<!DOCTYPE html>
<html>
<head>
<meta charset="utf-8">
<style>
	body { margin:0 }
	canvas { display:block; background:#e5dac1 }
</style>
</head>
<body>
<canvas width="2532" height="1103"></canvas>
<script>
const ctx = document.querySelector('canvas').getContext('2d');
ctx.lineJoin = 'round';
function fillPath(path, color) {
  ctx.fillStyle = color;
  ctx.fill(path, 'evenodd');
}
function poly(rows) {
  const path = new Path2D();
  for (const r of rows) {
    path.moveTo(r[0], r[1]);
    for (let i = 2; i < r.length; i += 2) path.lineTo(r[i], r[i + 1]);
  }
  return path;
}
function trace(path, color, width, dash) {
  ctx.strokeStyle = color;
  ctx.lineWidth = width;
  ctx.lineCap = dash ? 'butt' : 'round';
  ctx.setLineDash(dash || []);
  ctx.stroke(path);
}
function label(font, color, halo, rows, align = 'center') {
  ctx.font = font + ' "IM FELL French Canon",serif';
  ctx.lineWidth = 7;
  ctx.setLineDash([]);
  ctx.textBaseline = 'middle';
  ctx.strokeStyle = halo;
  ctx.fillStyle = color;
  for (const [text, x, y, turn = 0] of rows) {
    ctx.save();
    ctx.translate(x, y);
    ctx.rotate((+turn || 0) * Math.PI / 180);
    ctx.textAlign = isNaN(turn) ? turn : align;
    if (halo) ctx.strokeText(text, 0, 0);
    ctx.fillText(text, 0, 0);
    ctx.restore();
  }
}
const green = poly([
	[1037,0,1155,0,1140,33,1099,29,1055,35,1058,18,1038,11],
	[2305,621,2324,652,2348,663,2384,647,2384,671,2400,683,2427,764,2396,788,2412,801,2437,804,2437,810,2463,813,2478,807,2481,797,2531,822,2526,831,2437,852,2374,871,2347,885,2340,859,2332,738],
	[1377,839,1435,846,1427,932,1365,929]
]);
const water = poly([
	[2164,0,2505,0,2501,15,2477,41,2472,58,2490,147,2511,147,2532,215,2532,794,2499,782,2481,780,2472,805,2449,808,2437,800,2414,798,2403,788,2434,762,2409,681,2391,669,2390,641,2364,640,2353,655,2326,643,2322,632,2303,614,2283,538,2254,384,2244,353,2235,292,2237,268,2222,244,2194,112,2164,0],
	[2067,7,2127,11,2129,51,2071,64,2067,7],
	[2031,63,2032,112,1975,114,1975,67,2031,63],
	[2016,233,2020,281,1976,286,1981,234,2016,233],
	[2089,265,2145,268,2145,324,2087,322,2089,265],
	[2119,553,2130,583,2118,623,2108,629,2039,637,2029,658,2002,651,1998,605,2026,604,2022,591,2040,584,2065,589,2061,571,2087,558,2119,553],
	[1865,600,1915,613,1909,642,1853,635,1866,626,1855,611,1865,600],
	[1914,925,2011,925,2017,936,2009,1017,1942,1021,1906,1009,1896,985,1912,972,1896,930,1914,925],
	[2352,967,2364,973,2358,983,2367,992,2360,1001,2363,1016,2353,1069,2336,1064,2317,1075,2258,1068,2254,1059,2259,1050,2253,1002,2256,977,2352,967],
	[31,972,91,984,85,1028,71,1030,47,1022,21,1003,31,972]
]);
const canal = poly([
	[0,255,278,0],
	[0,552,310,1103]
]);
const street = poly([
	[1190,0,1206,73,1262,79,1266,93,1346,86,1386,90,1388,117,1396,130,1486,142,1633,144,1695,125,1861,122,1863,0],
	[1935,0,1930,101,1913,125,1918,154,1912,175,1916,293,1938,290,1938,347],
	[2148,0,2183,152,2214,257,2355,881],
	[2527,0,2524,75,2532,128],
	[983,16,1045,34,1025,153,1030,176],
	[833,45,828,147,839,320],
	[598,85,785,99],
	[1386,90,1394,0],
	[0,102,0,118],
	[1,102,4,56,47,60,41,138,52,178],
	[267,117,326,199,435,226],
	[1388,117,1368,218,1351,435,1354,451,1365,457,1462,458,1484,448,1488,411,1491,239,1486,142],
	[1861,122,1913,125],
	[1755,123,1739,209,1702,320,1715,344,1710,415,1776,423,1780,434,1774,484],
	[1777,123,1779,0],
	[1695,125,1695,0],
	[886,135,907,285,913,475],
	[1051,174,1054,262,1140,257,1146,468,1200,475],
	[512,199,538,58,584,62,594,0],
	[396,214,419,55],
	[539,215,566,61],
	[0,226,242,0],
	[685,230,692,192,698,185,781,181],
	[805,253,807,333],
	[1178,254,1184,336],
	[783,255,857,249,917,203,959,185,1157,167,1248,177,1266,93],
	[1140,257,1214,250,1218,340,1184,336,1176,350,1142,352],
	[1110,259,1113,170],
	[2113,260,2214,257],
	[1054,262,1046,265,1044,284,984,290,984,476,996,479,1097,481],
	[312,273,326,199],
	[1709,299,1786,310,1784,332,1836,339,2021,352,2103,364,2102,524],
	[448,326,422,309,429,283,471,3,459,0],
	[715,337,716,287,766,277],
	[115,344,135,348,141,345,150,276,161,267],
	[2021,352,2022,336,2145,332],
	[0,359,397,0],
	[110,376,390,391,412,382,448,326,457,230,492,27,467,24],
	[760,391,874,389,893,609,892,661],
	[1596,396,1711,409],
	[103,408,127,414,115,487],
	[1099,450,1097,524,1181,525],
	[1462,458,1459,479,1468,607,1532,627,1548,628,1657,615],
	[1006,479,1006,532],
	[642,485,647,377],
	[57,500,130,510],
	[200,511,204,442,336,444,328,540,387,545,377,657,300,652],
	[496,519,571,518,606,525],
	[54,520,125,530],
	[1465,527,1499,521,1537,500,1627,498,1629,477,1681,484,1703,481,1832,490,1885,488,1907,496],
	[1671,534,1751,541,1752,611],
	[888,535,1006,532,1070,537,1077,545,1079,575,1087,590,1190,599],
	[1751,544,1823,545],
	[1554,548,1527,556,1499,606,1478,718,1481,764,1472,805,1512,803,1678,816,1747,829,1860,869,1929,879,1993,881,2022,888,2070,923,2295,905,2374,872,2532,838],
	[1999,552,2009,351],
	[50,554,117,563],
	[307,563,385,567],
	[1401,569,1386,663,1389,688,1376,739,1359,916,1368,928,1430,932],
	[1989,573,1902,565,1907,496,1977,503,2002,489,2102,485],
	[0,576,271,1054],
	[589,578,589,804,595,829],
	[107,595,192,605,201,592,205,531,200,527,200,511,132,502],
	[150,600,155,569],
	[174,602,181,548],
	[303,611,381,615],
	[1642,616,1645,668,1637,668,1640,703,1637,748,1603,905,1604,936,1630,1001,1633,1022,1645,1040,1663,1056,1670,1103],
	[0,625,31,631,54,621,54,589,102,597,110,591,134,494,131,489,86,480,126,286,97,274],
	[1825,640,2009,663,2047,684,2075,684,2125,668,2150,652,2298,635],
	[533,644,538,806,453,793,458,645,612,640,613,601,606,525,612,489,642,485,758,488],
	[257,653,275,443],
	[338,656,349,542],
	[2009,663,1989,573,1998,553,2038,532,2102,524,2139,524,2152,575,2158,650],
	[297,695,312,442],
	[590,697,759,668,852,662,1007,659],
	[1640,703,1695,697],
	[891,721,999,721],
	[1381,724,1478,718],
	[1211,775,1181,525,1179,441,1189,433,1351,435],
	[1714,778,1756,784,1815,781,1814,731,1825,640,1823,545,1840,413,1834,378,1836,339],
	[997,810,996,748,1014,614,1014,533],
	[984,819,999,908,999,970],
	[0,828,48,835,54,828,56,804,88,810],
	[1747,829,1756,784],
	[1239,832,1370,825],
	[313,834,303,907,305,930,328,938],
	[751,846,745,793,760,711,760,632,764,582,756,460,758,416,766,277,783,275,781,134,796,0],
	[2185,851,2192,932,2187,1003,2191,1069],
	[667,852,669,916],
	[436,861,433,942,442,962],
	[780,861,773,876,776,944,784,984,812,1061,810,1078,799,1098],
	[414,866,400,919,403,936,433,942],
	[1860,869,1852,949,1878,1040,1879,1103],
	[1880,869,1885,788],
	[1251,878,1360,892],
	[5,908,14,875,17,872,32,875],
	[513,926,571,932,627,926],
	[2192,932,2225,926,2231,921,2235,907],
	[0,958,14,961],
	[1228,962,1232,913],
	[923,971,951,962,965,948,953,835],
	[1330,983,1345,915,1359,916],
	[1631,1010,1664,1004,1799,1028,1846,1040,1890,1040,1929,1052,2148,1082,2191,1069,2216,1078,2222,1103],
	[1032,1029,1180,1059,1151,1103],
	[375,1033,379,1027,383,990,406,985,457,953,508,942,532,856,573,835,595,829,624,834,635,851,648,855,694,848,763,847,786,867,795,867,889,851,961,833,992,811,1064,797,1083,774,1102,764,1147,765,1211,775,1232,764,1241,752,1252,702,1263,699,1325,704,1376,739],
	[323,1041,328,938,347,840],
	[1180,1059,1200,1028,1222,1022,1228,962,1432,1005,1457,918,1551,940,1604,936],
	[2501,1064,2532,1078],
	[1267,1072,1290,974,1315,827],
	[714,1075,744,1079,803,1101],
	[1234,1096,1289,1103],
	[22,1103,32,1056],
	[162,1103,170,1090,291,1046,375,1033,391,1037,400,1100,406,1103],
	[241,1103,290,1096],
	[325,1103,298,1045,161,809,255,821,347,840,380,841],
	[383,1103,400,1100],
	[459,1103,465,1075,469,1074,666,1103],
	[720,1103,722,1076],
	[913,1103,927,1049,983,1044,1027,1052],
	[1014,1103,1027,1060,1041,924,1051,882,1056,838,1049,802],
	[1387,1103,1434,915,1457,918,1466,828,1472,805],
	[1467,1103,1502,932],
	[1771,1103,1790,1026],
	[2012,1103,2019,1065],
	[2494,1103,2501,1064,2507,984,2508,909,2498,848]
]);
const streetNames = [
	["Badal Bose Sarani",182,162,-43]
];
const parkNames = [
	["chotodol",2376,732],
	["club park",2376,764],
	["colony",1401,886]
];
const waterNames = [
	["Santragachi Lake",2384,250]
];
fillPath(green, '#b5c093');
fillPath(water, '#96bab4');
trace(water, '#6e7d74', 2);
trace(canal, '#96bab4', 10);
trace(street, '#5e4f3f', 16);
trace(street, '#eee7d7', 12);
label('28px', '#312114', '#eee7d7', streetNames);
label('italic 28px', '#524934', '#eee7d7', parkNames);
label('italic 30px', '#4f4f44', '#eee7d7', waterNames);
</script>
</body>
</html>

* * * * *

▶ ASSIGNMENT: Your task is to copy every line of the entries that contains the string "strokeStyle".

▶ ANSWER TO THE EXERCISE:
  ctx.strokeStyle = color;
  ctx.strokeStyle = halo;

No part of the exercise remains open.